[Collected data]

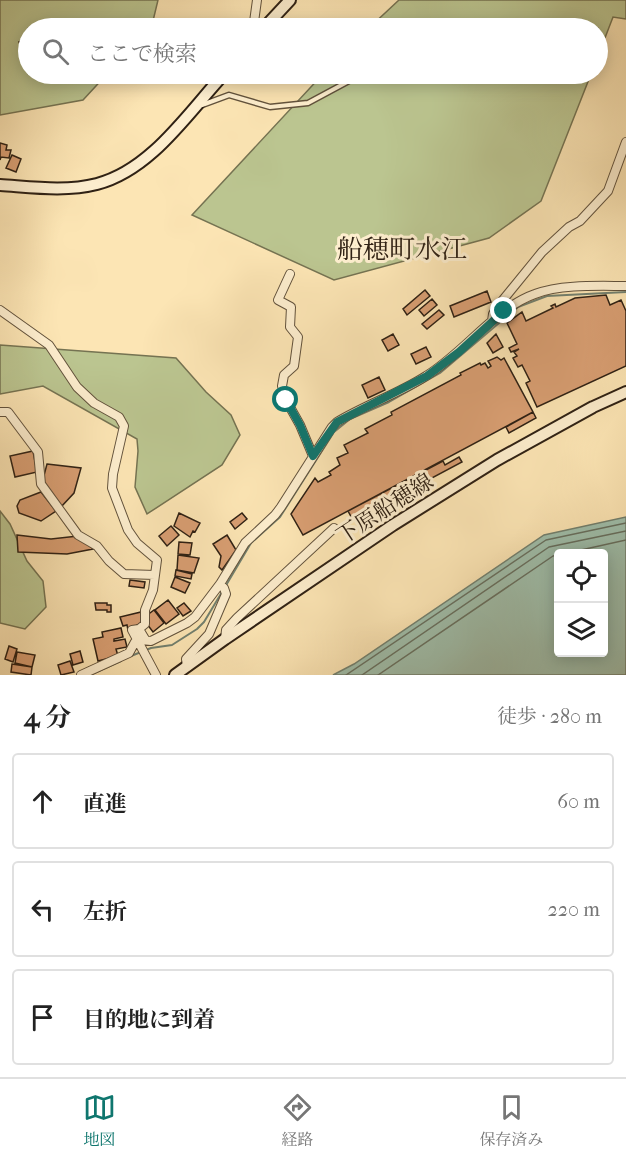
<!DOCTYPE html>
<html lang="ja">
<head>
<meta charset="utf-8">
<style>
	:root { --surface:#fff; --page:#f2f2f2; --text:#222; --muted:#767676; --line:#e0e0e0; --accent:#0f766e }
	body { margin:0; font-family:"IM FELL French Canon","Noto Serif JP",serif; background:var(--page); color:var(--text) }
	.controls { position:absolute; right:18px; bottom:18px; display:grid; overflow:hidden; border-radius:6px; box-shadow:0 3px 15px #0003 }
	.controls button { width:54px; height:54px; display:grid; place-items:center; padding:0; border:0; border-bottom:2px solid var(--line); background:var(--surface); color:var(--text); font:30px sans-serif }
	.stop { position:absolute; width:18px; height:18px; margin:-14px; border:4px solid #0f766e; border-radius:50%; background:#fff }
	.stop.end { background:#0f766e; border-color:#fff; box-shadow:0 2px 6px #0008 }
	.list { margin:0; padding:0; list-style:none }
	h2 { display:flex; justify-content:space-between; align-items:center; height:78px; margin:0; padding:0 24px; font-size:26px }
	h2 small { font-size:20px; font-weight:400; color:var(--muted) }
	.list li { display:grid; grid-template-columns:39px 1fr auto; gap:18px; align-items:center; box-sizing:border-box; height:96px; margin:0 12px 12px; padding:0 12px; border:2px solid var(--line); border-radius:6px }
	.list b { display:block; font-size:22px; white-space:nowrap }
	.list em { font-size:20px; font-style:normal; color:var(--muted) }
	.icon { flex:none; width:33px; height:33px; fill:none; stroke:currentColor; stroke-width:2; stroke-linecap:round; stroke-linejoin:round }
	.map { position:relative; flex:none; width:626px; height:675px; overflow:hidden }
	.search { position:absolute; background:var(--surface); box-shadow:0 3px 15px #0003; left:18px; right:18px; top:18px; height:66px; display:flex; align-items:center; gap:15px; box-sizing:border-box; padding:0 21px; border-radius:33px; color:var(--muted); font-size:22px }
	.sheet { height:402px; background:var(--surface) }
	nav { display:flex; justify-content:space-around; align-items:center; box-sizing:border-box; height:84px; border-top:2px solid var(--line); background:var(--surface); font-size:16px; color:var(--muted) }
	nav a { display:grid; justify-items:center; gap:3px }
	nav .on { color:var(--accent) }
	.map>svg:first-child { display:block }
</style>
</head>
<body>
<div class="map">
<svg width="626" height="675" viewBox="0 0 626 675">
	<rect width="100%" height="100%" fill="#fce5b4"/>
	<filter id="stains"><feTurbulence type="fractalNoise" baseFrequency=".00333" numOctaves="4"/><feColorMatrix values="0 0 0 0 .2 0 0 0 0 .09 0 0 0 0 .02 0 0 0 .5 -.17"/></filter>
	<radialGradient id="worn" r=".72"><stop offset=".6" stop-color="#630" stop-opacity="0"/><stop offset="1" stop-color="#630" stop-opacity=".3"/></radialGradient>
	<path fill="#bbc590" stroke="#757352" stroke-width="1.5" d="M 0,0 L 158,0 L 152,25 L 149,28 L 28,28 L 28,74 L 107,74 L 83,100 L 0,115 Z
		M 399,0 L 626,0 L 626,19 L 613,17 L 598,56 L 598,28 L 369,28 Z
		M 323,74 L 591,74 L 541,201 L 489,238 L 334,280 L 192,215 Z
		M 0,345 L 176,358 L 206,392 L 231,415 L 240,435 L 222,465 L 147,514 L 135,487 L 138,451 L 137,439 L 43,386 L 0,394 Z
		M 0,511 L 10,524 L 27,561 L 43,581 L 46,607 L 25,629 L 0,623 Z"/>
	<path fill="#9fbfac" stroke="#72806f" stroke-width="1.5" fill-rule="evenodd" d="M 626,517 L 626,675 L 333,675 L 354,664 L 544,535 ZM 558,554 L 604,554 L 604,652 L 558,652 Z"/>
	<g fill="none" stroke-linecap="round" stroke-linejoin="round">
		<path stroke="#677060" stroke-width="1.5" d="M 563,554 L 626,540
			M 346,675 L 546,540 L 626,523
			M 362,675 L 549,547 L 626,531
			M 378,675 L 553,556 L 558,555"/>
		<path stroke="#72806f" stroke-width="2" d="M 225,587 L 251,543 L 280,517 L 334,432 L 350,419 L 389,402 L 440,373 L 518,307 L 547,296 L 626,292
			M 131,656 L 151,648 L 172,645 L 197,629 L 204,622 L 222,592
			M 90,675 L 121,661"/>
	</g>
	<path fill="#d89e72" stroke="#2f2114" stroke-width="1.5" d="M 28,38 L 28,55 L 25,57 L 19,42 Z
		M 0,143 L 7,145 L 6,150 L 11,150 L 9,158 L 1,157 L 0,160 Z
		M 12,155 L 21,159 L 16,172 L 6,168 Z
		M 425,290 L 430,296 L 407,315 L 403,309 Z
		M 487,291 L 491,302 L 454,317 L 450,306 Z
		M 606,295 L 610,305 L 621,300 L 626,311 L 626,366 L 537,407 L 526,383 L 530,381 L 522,365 L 518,367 L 513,358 L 517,356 L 514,352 L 519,349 L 511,352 L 509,348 L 517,344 L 507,323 L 522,312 L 526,321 L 553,308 L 551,306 L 555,304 L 556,307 L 575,298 Z
		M 432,299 L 437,305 L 424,316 L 419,310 Z
		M 439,310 L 444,315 L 427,329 L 422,324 Z
		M 393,334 L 399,345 L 388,351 L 382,340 Z
		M 496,334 L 503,347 L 493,353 L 487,343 Z
		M 426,347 L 431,357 L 416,364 L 411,354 Z
		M 497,357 L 501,360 L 504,358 L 533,412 L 303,535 L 291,514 L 315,478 L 318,482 L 331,475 L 329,472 L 340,465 L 337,458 L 348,453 L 344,445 L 368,433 L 365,429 L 392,415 L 391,412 L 461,375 L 460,373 L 480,363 L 481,365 L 485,363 L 488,368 L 491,366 L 488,361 Z
		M 379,377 L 385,390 L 368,398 L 362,385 Z
		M 533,412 L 536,418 L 509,433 L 506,427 Z
		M 33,451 L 37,472 L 15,477 L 10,456 Z
		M 459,457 L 462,462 L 353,520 L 348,511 L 443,461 L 445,465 Z
		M 47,464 L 81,468 L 74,493 L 60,508 L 42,483 Z
		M 41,492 L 56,511 L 41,521 L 19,513 L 17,506 L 20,500 Z
		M 179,513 L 200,523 L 195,532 L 193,531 L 190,537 L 174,526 Z
		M 242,513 L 247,519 L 235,529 L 230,522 Z
		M 171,526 L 179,535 L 167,546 L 159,536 Z
		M 17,535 L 51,539 L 78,536 L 93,549 L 67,554 L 18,552 Z
		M 227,535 L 236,550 L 222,570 L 219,567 L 221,556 L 213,544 Z
		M 179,542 L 192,543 L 190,555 L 178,554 Z
		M 178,555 L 199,558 L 194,573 L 177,570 Z
		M 176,570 L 192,574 L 191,579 L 175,576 Z
		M 175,577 L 190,583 L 185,593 L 171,587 Z
		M 130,580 L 145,582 L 144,588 L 129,586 Z
		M 168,600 L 179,614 L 166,624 L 155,610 Z
		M 95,603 L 107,603 L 107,605 L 111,605 L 111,612 L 107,612 L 107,610 L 96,610 Z
		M 184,603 L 191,611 L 183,616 L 177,608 Z
		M 154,610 L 164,623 L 153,632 L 147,624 L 149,623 L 146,616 Z
		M 141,612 L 143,623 L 137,625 L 138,628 L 128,630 L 127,625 L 123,626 L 120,617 Z
		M 121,628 L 123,637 L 114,639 L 114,641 L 125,639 L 127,647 L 116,649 L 118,656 L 98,661 L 93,639 L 103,637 L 102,632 Z
		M 9,646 L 17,649 L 13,662 L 5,659 Z
		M 80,651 L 83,662 L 73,665 L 70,654 Z
		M 17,652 L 35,655 L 32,667 L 15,663 Z
		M 70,661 L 74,672 L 61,675 L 58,665 Z
		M 12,664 L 32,667 L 31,675 L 11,672 Z"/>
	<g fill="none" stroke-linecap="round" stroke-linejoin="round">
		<g stroke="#62523c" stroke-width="7">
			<path id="lane" d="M 202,105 L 229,95 L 270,107 L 308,103 L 362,74"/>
		</g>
		<g stroke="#62523c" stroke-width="10">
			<path id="street" d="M 249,28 L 254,22 L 257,0
				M 290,274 L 278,300 L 291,307 L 290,327 L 298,337 L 294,366 L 284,375 L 282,386 L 286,400 L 300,425 L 313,456
				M 0,310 L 49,345 L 77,387 L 94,403 L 119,417 L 124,426 L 113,474 L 112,488 L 128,530 L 137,543 L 157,560 L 153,590 L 145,610 L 145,624 L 139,629 L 145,639
				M 492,321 L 493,314 L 498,306 L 542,252 L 569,227 L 580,221 L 608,191 L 626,142
				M 0,412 L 8,412 L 38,452 L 41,484 L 78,535 L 97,546 L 109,561 L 124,574 L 155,575
				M 139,629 L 132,630 L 156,675
				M 225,639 L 226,630 L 237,618 L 334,528
				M 141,640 L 151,641 L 187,623 L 195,617 L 220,584 L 245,543 L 275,515 L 281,507 L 332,427 L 337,422 C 365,405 398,394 426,376 C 464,353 495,308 535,294 C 561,284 599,286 626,286
				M 187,667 L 186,659 L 209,634 L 226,594 L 224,588 L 220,584
				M 81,675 L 129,653 L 135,642"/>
		</g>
		<g stroke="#2f2114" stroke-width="14">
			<path id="secondary" d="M 264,28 L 290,0
				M 0,185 C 31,187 66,192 97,184 C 151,170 188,113 224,74
				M 175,675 L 225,639 L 393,525 L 497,460 L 593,407 L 626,392"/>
		</g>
		<use href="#lane" stroke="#fdeece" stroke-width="4"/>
		<use href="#street" stroke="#fdeece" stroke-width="8"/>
		<use href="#secondary" stroke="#fdeece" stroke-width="10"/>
	</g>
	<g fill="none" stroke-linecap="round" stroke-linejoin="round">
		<path stroke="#0f766e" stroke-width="8" d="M 286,400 L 300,425 L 313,456 L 337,422 L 427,376 L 459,352 L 504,311"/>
	</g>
	<g text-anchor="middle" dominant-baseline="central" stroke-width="6" stroke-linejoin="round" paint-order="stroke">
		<g font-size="22" fill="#2f2114" stroke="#fdeece">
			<text transform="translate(385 509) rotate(-33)">下原船穂線</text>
		</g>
		<g font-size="26" fill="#2f2114" stroke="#fdeece">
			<text x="402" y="249">船穂町水江</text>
		</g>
	</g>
	<rect width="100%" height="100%" filter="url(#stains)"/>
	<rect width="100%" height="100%" fill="url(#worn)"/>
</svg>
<div class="controls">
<button><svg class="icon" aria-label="locate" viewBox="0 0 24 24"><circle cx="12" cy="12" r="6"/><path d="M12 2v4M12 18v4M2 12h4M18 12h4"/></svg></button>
<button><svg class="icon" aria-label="layers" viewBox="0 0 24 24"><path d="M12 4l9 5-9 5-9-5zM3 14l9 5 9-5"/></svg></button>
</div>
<div class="stop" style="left:286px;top:400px"></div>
<div class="stop end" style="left:504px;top:311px"></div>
<div class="search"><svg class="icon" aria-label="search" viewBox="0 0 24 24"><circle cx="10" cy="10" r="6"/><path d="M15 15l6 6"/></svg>ここで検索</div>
</div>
<section class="sheet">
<h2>4 分<small>徒歩 · 280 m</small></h2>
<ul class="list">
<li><svg class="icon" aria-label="ahead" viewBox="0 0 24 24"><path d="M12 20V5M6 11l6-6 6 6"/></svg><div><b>直進</b></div><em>60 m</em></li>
<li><svg class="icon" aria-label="left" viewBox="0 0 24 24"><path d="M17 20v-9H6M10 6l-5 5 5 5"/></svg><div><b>左折</b></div><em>220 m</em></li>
<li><svg class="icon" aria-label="arrive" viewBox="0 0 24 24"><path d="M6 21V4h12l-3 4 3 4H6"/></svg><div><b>目的地に到着</b></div></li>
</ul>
</section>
<nav>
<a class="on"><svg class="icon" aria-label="map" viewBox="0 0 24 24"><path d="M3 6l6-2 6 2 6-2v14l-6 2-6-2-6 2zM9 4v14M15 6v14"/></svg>地図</a>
<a><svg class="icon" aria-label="directions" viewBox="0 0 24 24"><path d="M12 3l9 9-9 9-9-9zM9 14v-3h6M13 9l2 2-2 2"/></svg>経路</a>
<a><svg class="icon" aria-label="saved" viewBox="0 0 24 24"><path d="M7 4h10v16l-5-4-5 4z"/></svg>保存済み</a>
</nav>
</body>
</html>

- REQUIRED WORK -
Give the number of lines in the data that include the string "worn", please, and nothing else.

- EXPECTED OUTPUT -
2